Eventually though she moved clear across London to Hackney, a more affordable borough, not lacking in its own history, with lots of brick and grungy facades and non-posh accents. Tracts of Hackney were bombed during WW2; postwar a lot of public (“Council”) Housing went up in guise of urban renewal and filled with a diverse population trickling, maybe pouring, into England from the Empire the sun was setting on, and lots of native British, too, in addition to those for whom Hackney had long been home.

Decades later, Hackney is gentrifying, but it’s still diverse, it’s cool. The original tenants are there, many of them, raising families in public housing, whose units can, since Thatcher, now be sold on the open market. A more recent immigration of young people from Europe and elsewhere in the UK and Ireland is moving in. For better or for worse Hackney is gentrifying. There are galleries, bookstores, markets; there’s Regents Canal with locks and boats, its tow path for bikes and jogging. Brexit, which London strongly rejected, may slow the gentrification.

Cafés

There are a variety on campus, not quite one per building, but close. The quality of the espresso counts, but also the clientele. There's one in the main quad near the English department I like, especially in the citrus season because it is in the middle of a citrus orchard: grapefruits, oranges, kumquats. Business School not so good, I mean, the coffee is good, but the customers tend not to be my sort of folks. My preference is for the one outside the main library that satisfies all my criteria. I can sit there for a good long while with my finger in a book and an empty cup, listening to the buzz of conversation around me.

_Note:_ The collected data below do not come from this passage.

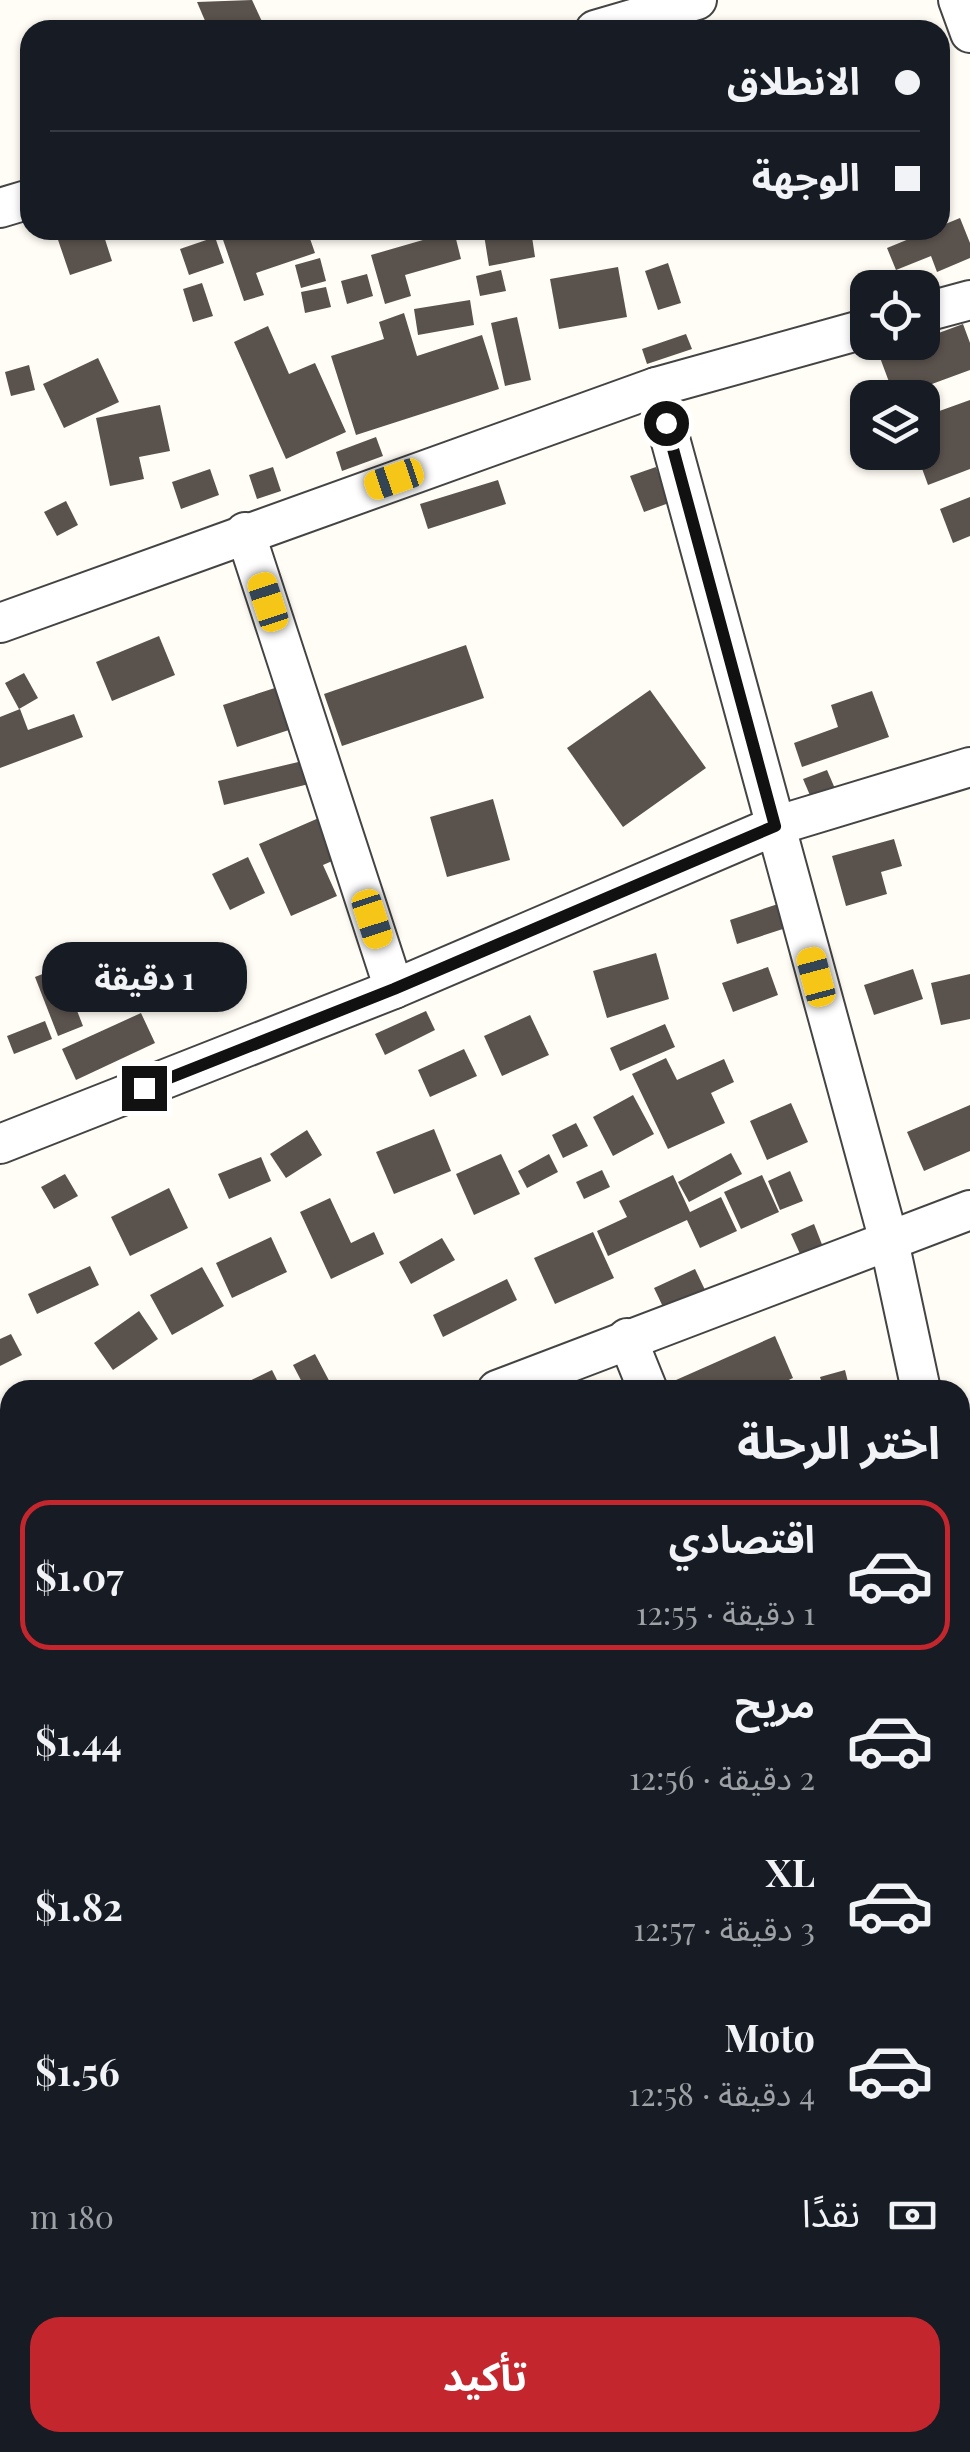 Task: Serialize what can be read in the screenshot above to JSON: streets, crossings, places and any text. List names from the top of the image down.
{
  "page": {
    "banner": ["الانطلاق", "الوجهة"],
    "bubble": "1 دقيقة",
    "heading": "اختر الرحلة",
    "list": [
      {
        "name": "اقتصادي",
        "note": "1 دقيقة · 12:55",
        "value": "$1.07"
      },
      {
        "name": "مريح",
        "note": "2 دقيقة · 12:56",
        "value": "$1.44"
      },
      {
        "name": "XL",
        "note": "3 دقيقة · 12:57",
        "value": "$1.82"
      },
      {
        "name": "Moto",
        "note": "4 دقيقة · 12:58",
        "value": "$1.56"
      }
    ],
    "pay": ["نقدًا", "180 m"],
    "buttons": "تأكيد"
  }
}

In Paris, the café I am most often tempted by is the Café de la Mairie, on the Place St Sulpice. It is old, run down, grubby, venerable. The waiters are all pre-war. Georges Perec wrote a book about it. It has a quiet upstairs if quiet is what you want and a bustling downstairs and, weather-permitting, a terrace, covered, heated in winter. I like the seats inside the front window. Some sad day someone will buy out the owners, whoever they are, (as happened with the Hotel Récamier across the Place), and turn it into a glossy tourist attraction on the order of Les Deux Magots, but for now, it's authentic.

Corn/Maize

Yesterday at the farm, we pulled the plastic out from around the roots of the strawberries, we made a pot of lavender-rosemary tea (from the herbs) and exchanged our news: Mika's wife is being transferred to Paris and he graduates in a month; Nasser went to China last week...and then we husked corn, pulling the wrapping and corn silk off to expose the red-gold cobs--is it Indian corn? no one seemed to know--soon it will be time to rub the kernels off the cobs. I think this is where I came in, a year ago. Next week there'll be a pizza party, outside, firing up the pizza oven.

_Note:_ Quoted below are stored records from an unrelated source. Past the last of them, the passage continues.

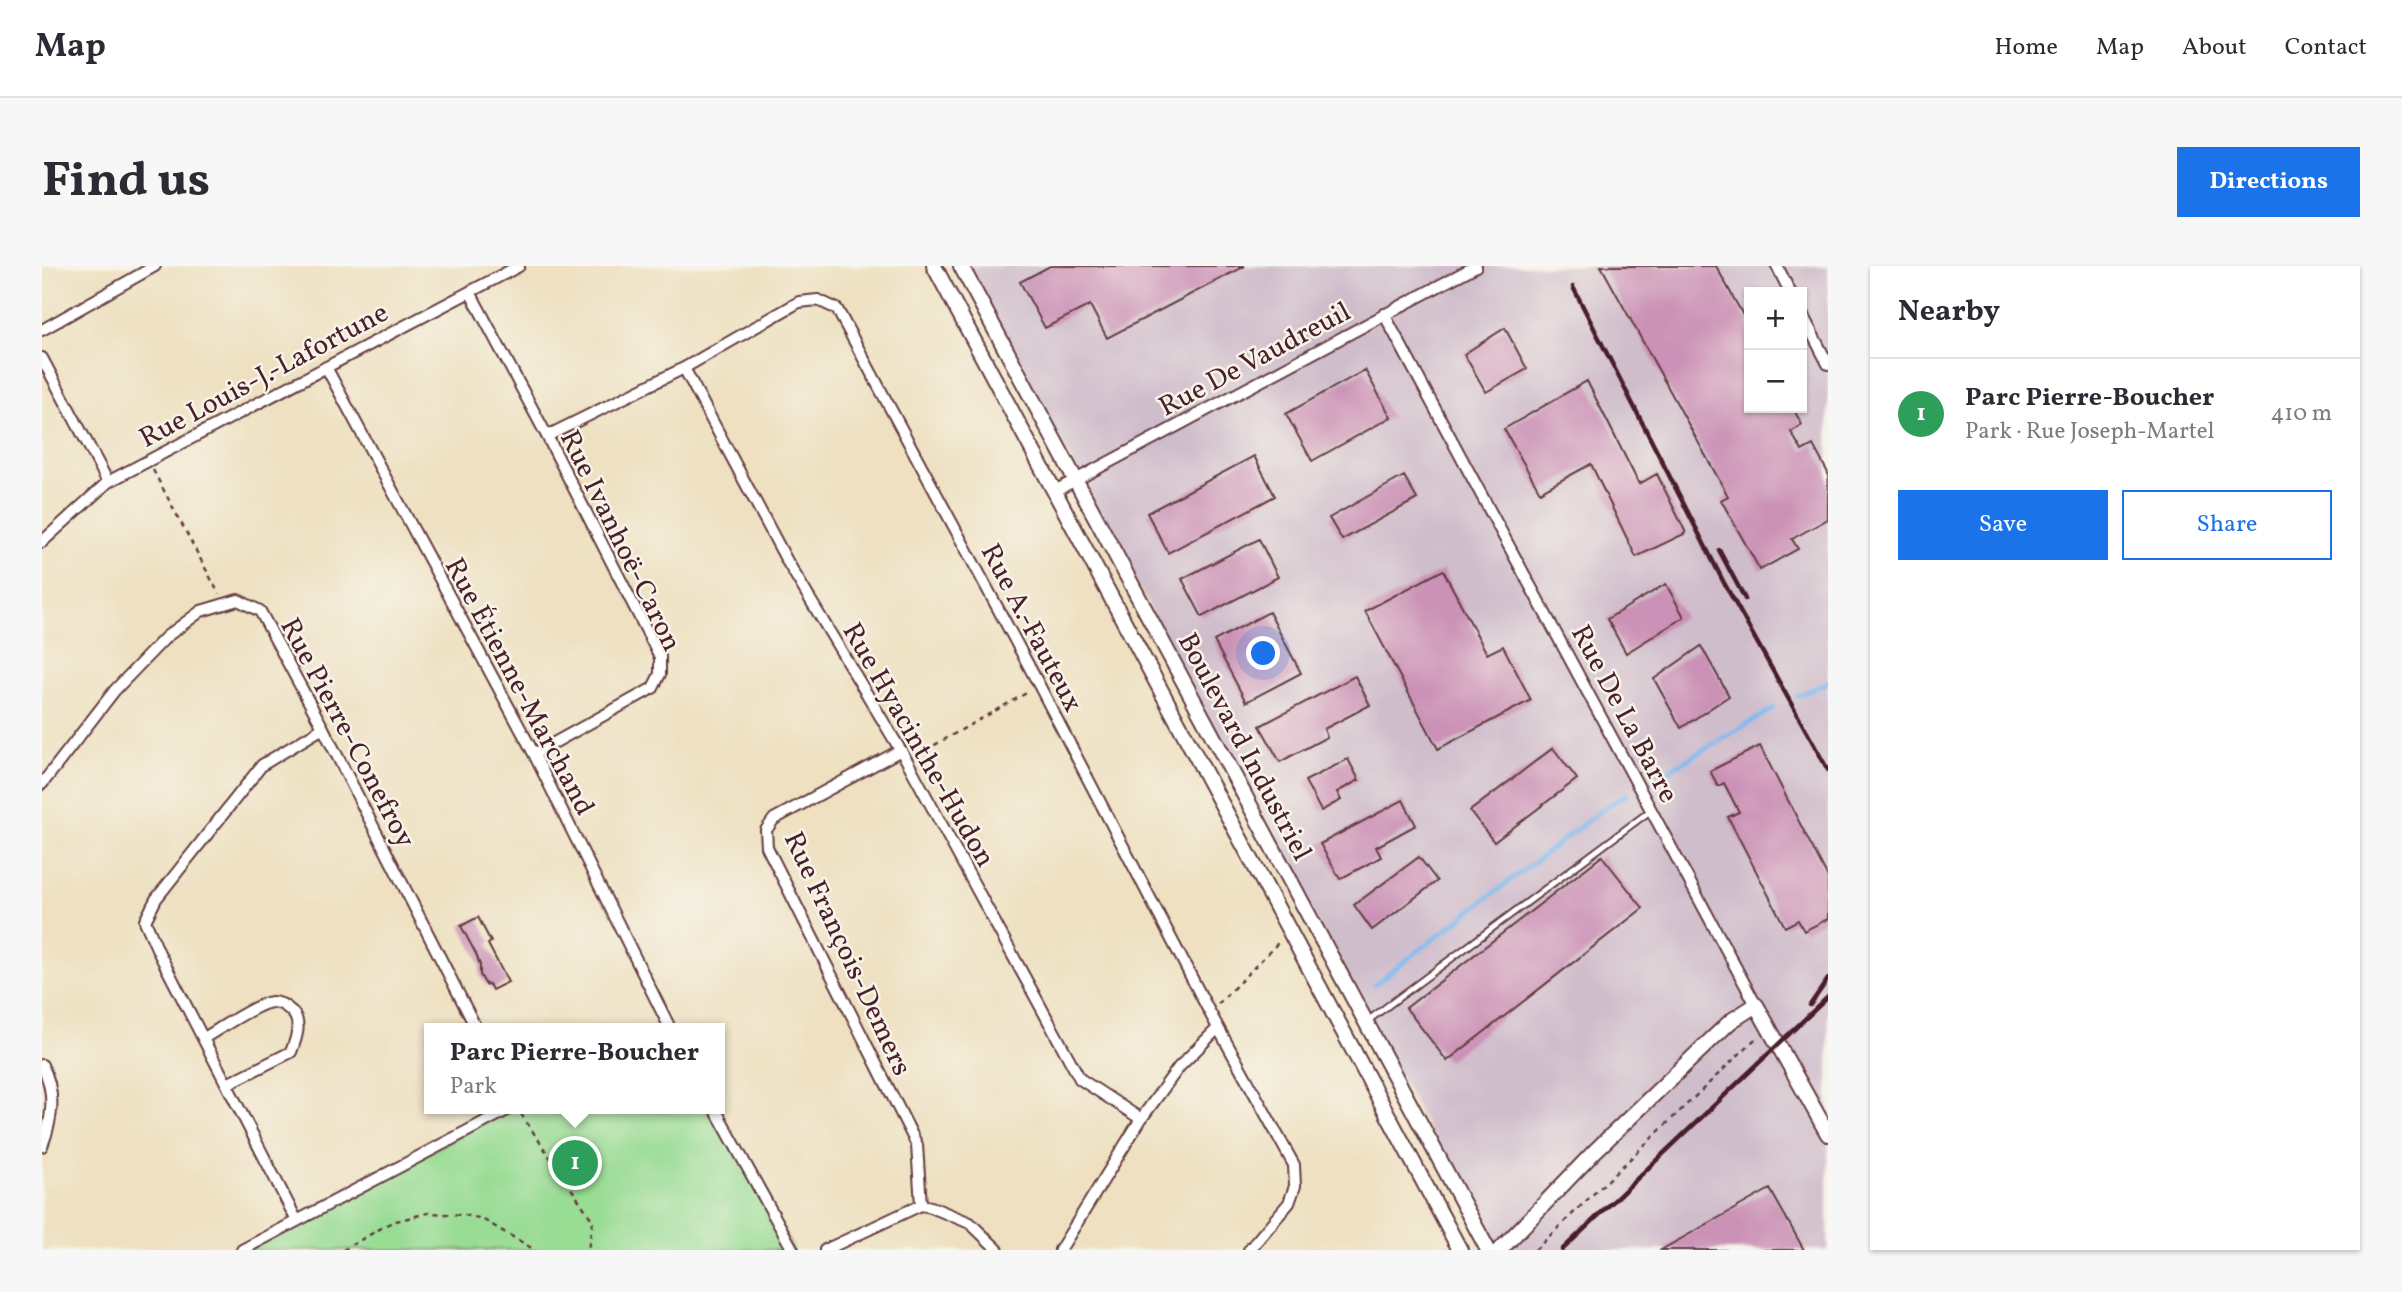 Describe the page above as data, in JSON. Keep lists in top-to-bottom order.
{
  "streets": {
    "street": [
      "Rue De Vaudreuil",
      "Rue Louis-J.-Lafortune",
      "Rue Ivanhoë-Caron",
      "Rue A.-Fauteux",
      "Rue Étienne-Marchand",
      "Rue De La Barre",
      "Rue Pierre-Conefroy",
      "Rue Hyacinthe-Hudon",
      "Boulevard Industriel",
      "Rue François-Demers"
    ]
  },
  "crossings": [
    ["Rue De Vaudreuil", "Rue De La Barre"],
    ["Rue De Vaudreuil", "Boulevard Industriel"],
    ["Rue Louis-J.-Lafortune", "Rue Ivanhoë-Caron"],
    ["Rue Louis-J.-Lafortune", "Rue Étienne-Marchand"],
    ["Rue Ivanhoë-Caron", "Rue A.-Fauteux"],
    ["Rue Ivanhoë-Caron", "Rue Étienne-Marchand"],
    ["Rue A.-Fauteux", "Rue Hyacinthe-Hudon"],
    ["Rue Hyacinthe-Hudon", "Rue François-Demers"]
  ],
  "page": {
    "header": "Map",
    "nav": [
      "Home",
      "Map",
      "About",
      "Contact"
    ],
    "buttons": [
      "Directions",
      ["Save", "Share"]
    ],
    "title": "Find us",
    "heading": "Nearby",
    "map_buttons": ["+", "−"],
    "list": [
      {
        "mark": "1",
        "name": "Parc Pierre-Boucher",
        "note": "Park · Rue Joseph-Martel",
        "value": "410 m"
      }
    ],
    "popup": ["Parc Pierre-Boucher", "Park"],
    "pins": "1"
  }
}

And all night I dreamt of husking corn.

Still translating Baudelaire. This morning I revised "La servante au grand coeur," which is #C/100 in the Fleurs du Mal. I think about the poets who were satisfied to publish less and better: Larkin, Bishop, Baudelaire. I have moved gradually away from aspiring to originality to a modest faithfulness. I've consulted some translations that veer from the originals, whether because they wanted to keep the rhymes or because they wanted poems that would be their own poems and have come to respect literalness more. Robert Lowell is the exception, for me, that proves the rule.

Utah

We spent a couple days in Utah last weekend. Sunday was beautiful, deep blue sky, bright sun, and we went snow-shoeing up a creek between two mountains, where in summer there is a string of beaver-ponds (though possibly no longer any beavers, since the available tree trunks are now at an unsafe-for-beavers distance from the streambed). The snow glittered, the sensuous shapes of the drifts cast soft shadows, and we pushed on till we came to a fence marked private property, though there was, from the valley, no sign of a house nearby. Anyway, we were tired, the sun was sinking, and we turned around and slogged back. Snow-shoes are a very satisfactory way to get around on deep, untouched snow.

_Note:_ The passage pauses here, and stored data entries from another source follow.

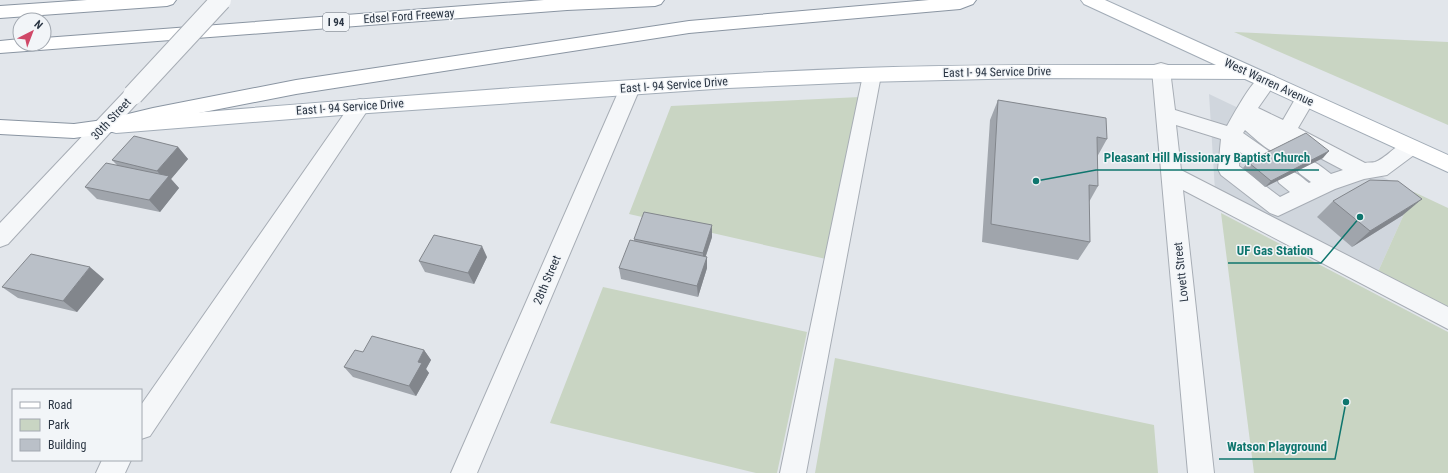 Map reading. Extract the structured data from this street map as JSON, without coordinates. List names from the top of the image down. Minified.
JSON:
{"streets":{"main road":["Edsel Ford Freeway","I 94","East I- 94 Service Drive","West Warren Avenue"],"street":["30th Street","Lovett Street","28th Street"]},"crossings":[["East I- 94 Service Drive","West Warren Avenue"],["East I- 94 Service Drive","30th Street"],["East I- 94 Service Drive","Lovett Street"],["East I- 94 Service Drive","28th Street"]],"places":["Pleasant Hill Missionary Baptist Church","UF Gas Station","Watson Playground"],"legend":["Road","Park","Building"],"north":"top right"} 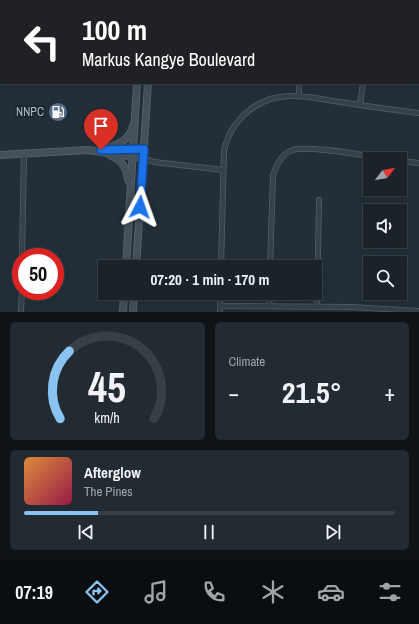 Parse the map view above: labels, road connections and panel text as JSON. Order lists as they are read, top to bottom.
{
  "places": {
    "fuel station": ["NNPC"]
  },
  "north": "top right",
  "page": {
    "turn": ["100 m", "Markus Kangye Boulevard"],
    "limit": "50",
    "trip": "07:20 · 1 min · 170 m",
    "tile": "Climate",
    "heat": ["−", "21.5°", "+"],
    "song": ["Afterglow", "The Pines"],
    "tabs": "07:19",
    "gauge": ["45", "km/h"]
  }
}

Monday we woke up to a blizzard, but still made it to the airport, where our flight left on time and returned to the Bay Area, where it was spring.

The strange satisfaction

of re-ordering one's bookshelf.

We don't have a lot of books in California. Most of them are in Paris: the ones I read in high school, then university, the favourite kids' books, the poetry. When we downsized there, the most important part of the move was planning linear feet of book-space, so that books that had been scattered hither-thither around various rooms. Eventually we had to close a set of double doors to create more wall space in the new place.

Then, two years ago, we thought it would be prudent to get our own place here, even though we were happy renting. And I went to Ikea and brought home a long black bookshelf for the long wall beside the bed. A poetry place. It's maybe a quarter full, but each time I go to Paris I weed out a few more books to settle here--a lot of Larkin? Divide them between my continents? Etc.

Last week I rearranged them. It involved separating the B's (a lot of B's, which include a collection of Bonnefoy, whom I have translated, and Baudelaire, whom I'm translating) from the A's: ie, moving everything down a shelf or two (a lot of H's, too, gave them a shelf by themselves). This took a week or so, and it was a pleasant distraction. Now I look from bed to books: the vertical ones, the ones lying flat, the objets (family photographs, empty tea boxes, a cage for crickets, postcards from art exhibits), and it is good.

Weeding

Saturday, a perfectly sunny day, I headed to "the farm" where the afternoon's job was to weed the student plots, abandoned over the winter, of the deep-rooted mallows that had invaded them. There were a lot of volunteers, some new, some from last year, including N, an Iranian-American, who came all last spring and summer, often with his wife, occasionally with his student-daughter. There was a Japanese man and his young son, and a group of campus students, plus M, the coordinator. 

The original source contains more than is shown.